Records contained in a dataset:
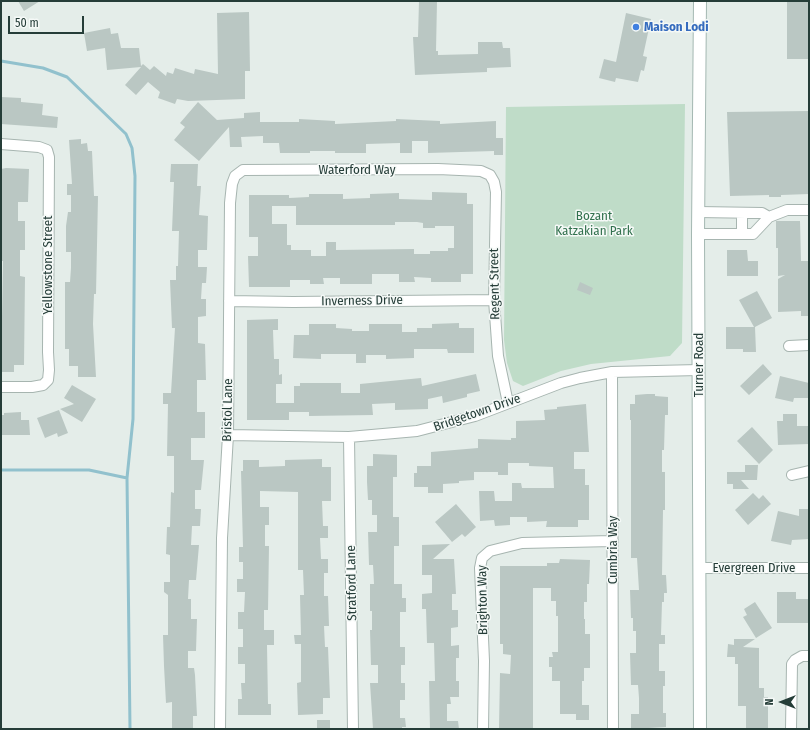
<!DOCTYPE html>
<style>
body{margin:0}
#map{position:relative;width:810px;height:730px;overflow:hidden;background:#e4ede9;font-family:"Fira Sans Condensed",sans-serif}
canvas{display:block}
.frame{position:absolute;inset:0;border:2px solid #253d38;pointer-events:none}
.north{position:absolute;left:762px;top:682px;width:40px;height:40px;-webkit-text-stroke:3px #f5f9f7;paint-order:stroke;rotate:270deg;font-size:11px;font-weight:700;line-height:16px;text-align:center;color:#253d38}
.north::after{content:'';display:block;margin:auto;width:14px;height:18px;background:#253d38;clip-path:polygon(50% 0,100% 100%,50% 72%,0 100%)}
.scale{position:absolute;left:8px;top:16px;width:76px;height:18px;box-sizing:border-box;border:2px solid #253d38;border-top:0;padding-left:5px;font-size:12px;line-height:14px;white-space:nowrap;color:#253d38;-webkit-text-stroke:3px #f5f9f7;paint-order:stroke}
</style>
<div id="map">
<canvas width="810" height="730"></canvas>
<div class="frame"></div>
<div class="north">N</div>
<div class="scale">50 m</div>
</div>
<script>
const ctx = document.querySelector('canvas').getContext('2d');
ctx.lineJoin = 'round';
function fillPath(path, color) {
  ctx.fillStyle = color;
  ctx.fill(path, 'evenodd');
}
function toPath(rows) {
  const path = new Path2D();
  for (const r of rows) {
    path.moveTo(r[0], r[1]);
    for (let i = 2; i < r.length; i += 2) path.lineTo(r[i], r[i + 1]);
  }
  return path;
}
function strokePath(path, color, width, dash) {
  ctx.strokeStyle = color;
  ctx.lineWidth = width;
  ctx.lineCap = dash ? 'butt' : 'round';
  ctx.setLineDash(dash || []);
  ctx.stroke(path);
}
function write(font, color, halo, rows, align = 'center') {
  ctx.font = font + ' "Fira Sans Condensed",sans-serif';
  ctx.lineWidth = 3;
  ctx.setLineDash([]);
  ctx.textBaseline = 'middle';
  ctx.strokeStyle = halo;
  ctx.fillStyle = color;
  for (const [text, x, y, turn = 0] of rows) {
    ctx.save();
    ctx.translate(x, y);
    ctx.rotate((+turn || 0) * Math.PI / 180);
    ctx.textAlign = isNaN(turn) ? turn : align;
    if (halo) ctx.strokeText(text, 0, 0);
    ctx.fillText(text, 0, 0);
    ctx.restore();
  }
}
fillPath(toPath([
 [685,104,682,343,670,356,591,364,561,371,523,386,513,381,507,363,504,340,506,107]
]), '#bfdcc8');
strokePath(toPath([
 [1,61,43,68,67,77,126,134,132,148,135,176,133,419,127,478,130,729],
 [1,470,89,470,127,478]
]), '#91c1cd', 3);
fillPath(toPath([
 [18,1,40,1,24,11],
 [419,1,437,1,436,51,438,51,438,55,478,54,478,42,502,42,503,48,510,48,511,67,487,68,487,72,415,75,413,37,418,37],
 [787,1,809,1,809,59,787,59],
 [249,12,250,71,245,71,245,99,188,101,177,99,175,104,158,98,160,92,148,82,136,95,125,85,141,67,107,70,105,48,87,51,84,33,110,28,111,34,118,33,121,48,139,48,141,66,143,64,150,70,154,66,166,76,167,72,173,74,175,68,194,74,195,69,218,74,217,13],
 [626,13,651,19,643,56,647,57,644,71,641,70,638,82,616,78,615,82,599,78,604,59,616,62],
 [1,97,21,98,21,102,43,104,42,115,58,117,57,128,1,124],
 [198,102,217,120,244,118,244,113,260,112,260,122,299,122,299,119,335,121,335,124,396,121,396,119,440,121,440,124,496,121,496,138,503,138,503,155,494,155,494,151,428,153,428,141,412,141,412,153,400,153,400,143,366,144,366,153,335,153,335,151,310,151,310,153,280,153,279,143,263,143,263,136,241,137,242,147,230,147,229,127,199,161,174,140,185,127,180,123],
 [809,111,809,194,781,195,781,197,769,197,769,195,730,196,727,112],
 [81,139,81,144,87,143,88,151,92,151,94,196,98,196,96,294,94,294,93,324,96,377,78,377,78,366,69,366,69,349,65,349,65,282,70,282,71,268,71,252,66,252,66,226,68,212,71,212,71,195,67,195,67,184,72,184,69,140],
 [171,164,198,164,197,186,201,186,199,215,208,216,207,250,198,250,198,267,207,267,206,283,202,283,201,299,206,299,206,316,198,317,198,343,205,344,206,380,197,380,197,412,205,412,205,438,191,438,191,460,204,460,201,490,195,490,195,509,201,509,200,526,192,526,191,545,199,545,196,580,189,580,188,599,191,599,191,619,197,619,196,651,188,651,188,668,194,668,195,675,197,716,193,716,193,729,172,729,172,702,166,703,164,666,163,635,168,635,168,595,164,592,164,582,170,582,170,555,166,554,167,527,170,527,171,492,174,493,174,456,167,456,168,404,163,404,163,393,171,393,175,328,172,328,170,280,176,280,176,266,178,266,179,231,172,231,174,182,170,182],
 [6,168,29,169,28,202,18,202,18,221,25,221,25,250,20,250,20,276,25,277,24,365,14,365,14,372,1,372,3,261,1,261,1,169],
 [432,192,467,193,467,204,473,204,473,274,461,274,461,282,431,282,431,278,414,277,415,282,399,282,399,274,372,274,372,284,340,284,340,278,323,278,324,284,310,284,310,280,290,280,290,287,249,287,248,256,258,256,258,237,249,237,249,195,289,195,289,198,309,197,309,194,343,194,343,199,370,198,370,194,399,193,399,199,432,200],
 [272,206,296,206,296,225,395,225,395,222,417,222,423,223,423,228,435,228,435,226,454,226,454,248,448,248,448,251,430,251,430,254,414,254,414,249,336,250,336,242,326,242,326,256,311,256,311,250,291,250,291,245,287,245,287,224,272,224],
 [776,221,800,221,801,261,809,261,809,316,801,316,801,311,778,312,778,279,785,275,778,276,778,248,776,248],
 [727,250,747,250,748,261,758,261,758,276,727,276],
 [580,282,593,288,590,295,577,290],
 [757,291,772,318,755,327,756,352,743,352,743,349,726,349,726,327,754,327,739,300],
 [278,319,278,330,273,330,274,359,279,359,279,375,282,374,282,384,276,384,276,403,294,403,294,386,300,386,300,383,341,383,341,393,360,393,360,384,421,378,422,386,476,374,480,391,467,394,467,397,443,403,442,396,428,399,428,409,395,410,395,403,372,404,373,415,309,416,309,412,289,412,289,420,247,420,247,320],
 [459,323,459,328,474,328,474,353,448,353,447,349,414,349,414,358,386,359,386,355,366,355,366,363,356,363,356,354,321,354,321,359,293,358,294,335,309,335,309,324,336,324,336,328,352,329,352,331,369,331,369,324,402,324,402,332,417,332,417,328,432,328,432,324],
 [763,364,772,374,749,395,740,386],
 [780,376,809,383,809,398,794,398,793,402,775,398],
 [72,385,96,399,82,422,60,409,74,404,64,398],
 [647,394,655,394,655,396,668,397,668,415,665,415,664,450,662,450,662,472,665,472,665,510,663,510,662,575,666,575,667,593,664,593,664,602,662,602,661,635,665,635,665,644,659,644,659,671,665,671,665,686,663,686,663,713,666,713,666,727,631,729,631,714,639,714,639,698,638,685,631,685,630,653,636,653,636,631,633,631,633,618,631,618,630,590,639,590,637,558,631,558,631,420,630,420,630,404,635,404,635,395],
 [586,404,589,452,574,452,574,469,585,469,585,485,589,485,589,520,578,520,578,527,546,527,547,521,527,522,527,517,510,517,510,525,495,526,494,520,480,521,479,491,494,491,495,501,512,501,512,483,521,483,522,488,554,488,553,467,529,466,529,463,508,463,508,475,498,475,498,472,474,472,474,480,459,481,459,483,443,484,443,493,428,493,428,487,414,487,414,473,417,473,417,466,431,466,431,452,478,448,478,439,511,440,511,438,516,438,516,421,545,420,544,410,557,409,557,407],
 [59,410,68,433,58,437,57,433,45,438,37,418],
 [21,412,21,420,29,420,30,435,1,435,1,415,4,415,4,413],
 [783,414,797,414,797,426,809,426,809,444,778,445,777,421,783,421],
 [752,427,773,450,759,464,737,441],
 [373,454,397,455,397,477,393,477,393,517,399,517,399,546,394,546,394,584,402,584,402,598,406,598,406,612,400,612,400,647,405,647,405,665,401,665,401,683,405,683,405,700,400,700,400,718,405,718,406,727,402,727,402,729,373,729,370,683,378,683,378,665,371,665,370,630,372,630,372,611,370,611,370,584,374,584,373,565,369,565,368,532,377,532,377,515,372,515,372,500,368,500,367,482,367,466,373,466],
 [322,459,322,467,331,467,331,501,322,501,323,526,328,526,328,538,320,538,321,559,328,559,328,573,324,573,324,596,328,596,329,626,324,626,325,647,328,647,330,698,323,698,323,714,298,715,297,683,301,682,301,644,295,644,294,635,301,635,300,595,304,595,303,570,298,570,298,492,260,491,260,507,269,507,269,525,265,525,265,546,269,546,268,610,264,610,264,630,274,630,274,645,267,645,268,704,271,704,271,715,238,715,238,699,242,699,241,683,245,683,245,664,238,664,238,647,243,647,243,629,238,629,238,612,244,612,245,592,237,592,237,579,243,579,243,562,239,562,239,547,243,547,241,471,243,471,243,460,259,460,259,467,285,466,285,460],
 [745,465,758,465,757,480,741,480,749,489,733,489,733,484,727,484,727,472,745,472],
 [753,493,759,499,763,495,771,504,748,525,735,510],
 [456,504,476,527,465,537,462,534,452,542,435,522],
 [799,509,809,509,809,539,792,540,791,545,771,541,778,511,799,516],
 [450,544,433,559,454,559,456,594,452,594,452,610,458,610,458,627,451,628,451,646,459,645,459,658,456,658,456,681,459,681,459,697,450,697,451,704,447,704,447,721,458,721,459,729,430,729,429,681,435,681,434,643,427,643,426,609,422,609,422,594,432,593,432,575,422,575,422,545],
 [560,559,590,560,589,584,587,584,587,602,584,602,584,619,585,619,585,634,590,634,590,668,584,668,584,681,582,681,582,705,589,705,589,720,576,720,576,714,560,714,560,681,552,681,552,667,549,667,549,657,553,657,552,652,558,652,558,616,556,616,556,601,551,601,551,588,533,588,533,729,499,729,500,673,510,674,511,655,503,654,503,644,500,644,500,566,547,566,547,563,559,563],
 [777,592,796,592,796,599,809,599,809,623,777,623],
 [755,602,772,628,756,638,743,617,747,615,744,609],
 [734,639,755,639,743,647,759,648,759,688,764,688,764,697,768,697,768,729,746,729,746,706,738,706,738,664,735,664,735,657,727,657,728,644,734,645],
 [317,720,330,720,330,729,317,729]
]), '#bac7c3');
const street = toPath([
 [1,144,39,147,47,150,49,157,48,352,49,370,48,380,43,385,32,387,1,387],
 [698,212,762,213,769,217,753,234,698,234],
 [769,217,787,210,809,210],
 [742,234,742,213],
 [229,301,293,302,494,300],
 [789,346,809,345],
 [612,372,613,729],
 [228,435,349,437,417,431,475,416,561,383,580,378,612,372,699,370],
 [349,437,353,729],
 [792,475,809,471],
 [699,568,809,568],
 [220,729,222,538,228,435,230,203,232,184,235,176,243,170,438,169,481,171,490,175,494,182,496,192,494,300,498,356,508,403],
 [483,729,484,661,480,568,482,558,490,551,522,543,613,541],
 [791,729,792,664,795,660,802,656,809,656]
]);
const secondary = toPath([
 [700,1,698,234,700,729]
]);
strokePath(street, '#a7b5b0', 12);
strokePath(secondary, '#a4b8b2', 14);
strokePath(street, '#fff', 10);
strokePath(secondary, '#fff', 12);
for (const [x, y, r, color] of [
 [636,27,4,"#3f7fe0"]
]) {
  const dot = new Path2D();
  dot.arc(x, y, r, 0, 2 * Math.PI);
  ctx.fillStyle = color;
  ctx.fill(dot);
  strokePath(dot, '#f5f9f7', 1.5);
}
write('bold 13px', '#366cbe', '#f5f9f7', [
 ["Maison Lodi",644,27]
], 'left');
write('13px', '#253d38', '#f5f9f7', [
 ["Waterford Way",357,170],
 ["Yellowstone Street",48,265,-90],
 ["Regent Street",495,284,-91],
 ["Inverness Drive",362,301,-1],
 ["Turner Road",699,365,-90],
 ["Bristol Lane",228,410,-89],
 ["Bridgetown Drive",477,413,-19],
 ["Cumbria Way",613,550,-90],
 ["Evergreen Drive",754,568],
 ["Stratford Lane",352,583,-91],
 ["Brighton Way",483,600,-91]
]);
write('13px', '#32714e', '#f5f9f7', [
 ["Bozant",594,216],
 ["Katzakian Park",594,231]
]);
</script>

■ Aim of the task ■
Your reply should be the lines of the records from the start through the line with "ctx.lineJoin = 'round';", copied word for word, pictures omitted.

■ Output below ■
<!DOCTYPE html>
<style>
body{margin:0}
#map{position:relative;width:810px;height:730px;overflow:hidden;background:#e4ede9;font-family:"Fira Sans Condensed",sans-serif}
canvas{display:block}
.frame{position:absolute;inset:0;border:2px solid #253d38;pointer-events:none}
.north{position:absolute;left:762px;top:682px;width:40px;height:40px;-webkit-text-stroke:3px #f5f9f7;paint-order:stroke;rotate:270deg;font-size:11px;font-weight:700;line-height:16px;text-align:center;color:#253d38}
.north::after{content:'';display:block;margin:auto;width:14px;height:18px;background:#253d38;clip-path:polygon(50% 0,100% 100%,50% 72%,0 100%)}
.scale{position:absolute;left:8px;top:16px;width:76px;height:18px;box-sizing:border-box;border:2px solid #253d38;border-top:0;padding-left:5px;font-size:12px;line-height:14px;white-space:nowrap;color:#253d38;-webkit-text-stroke:3px #f5f9f7;paint-order:stroke}
</style>
<div id="map">
<canvas width="810" height="730"></canvas>
<div class="frame"></div>
<div class="north">N</div>
<div class="scale">50 m</div>
</div>
<script>
const ctx = document.querySelector('canvas').getContext('2d');
ctx.lineJoin = 'round';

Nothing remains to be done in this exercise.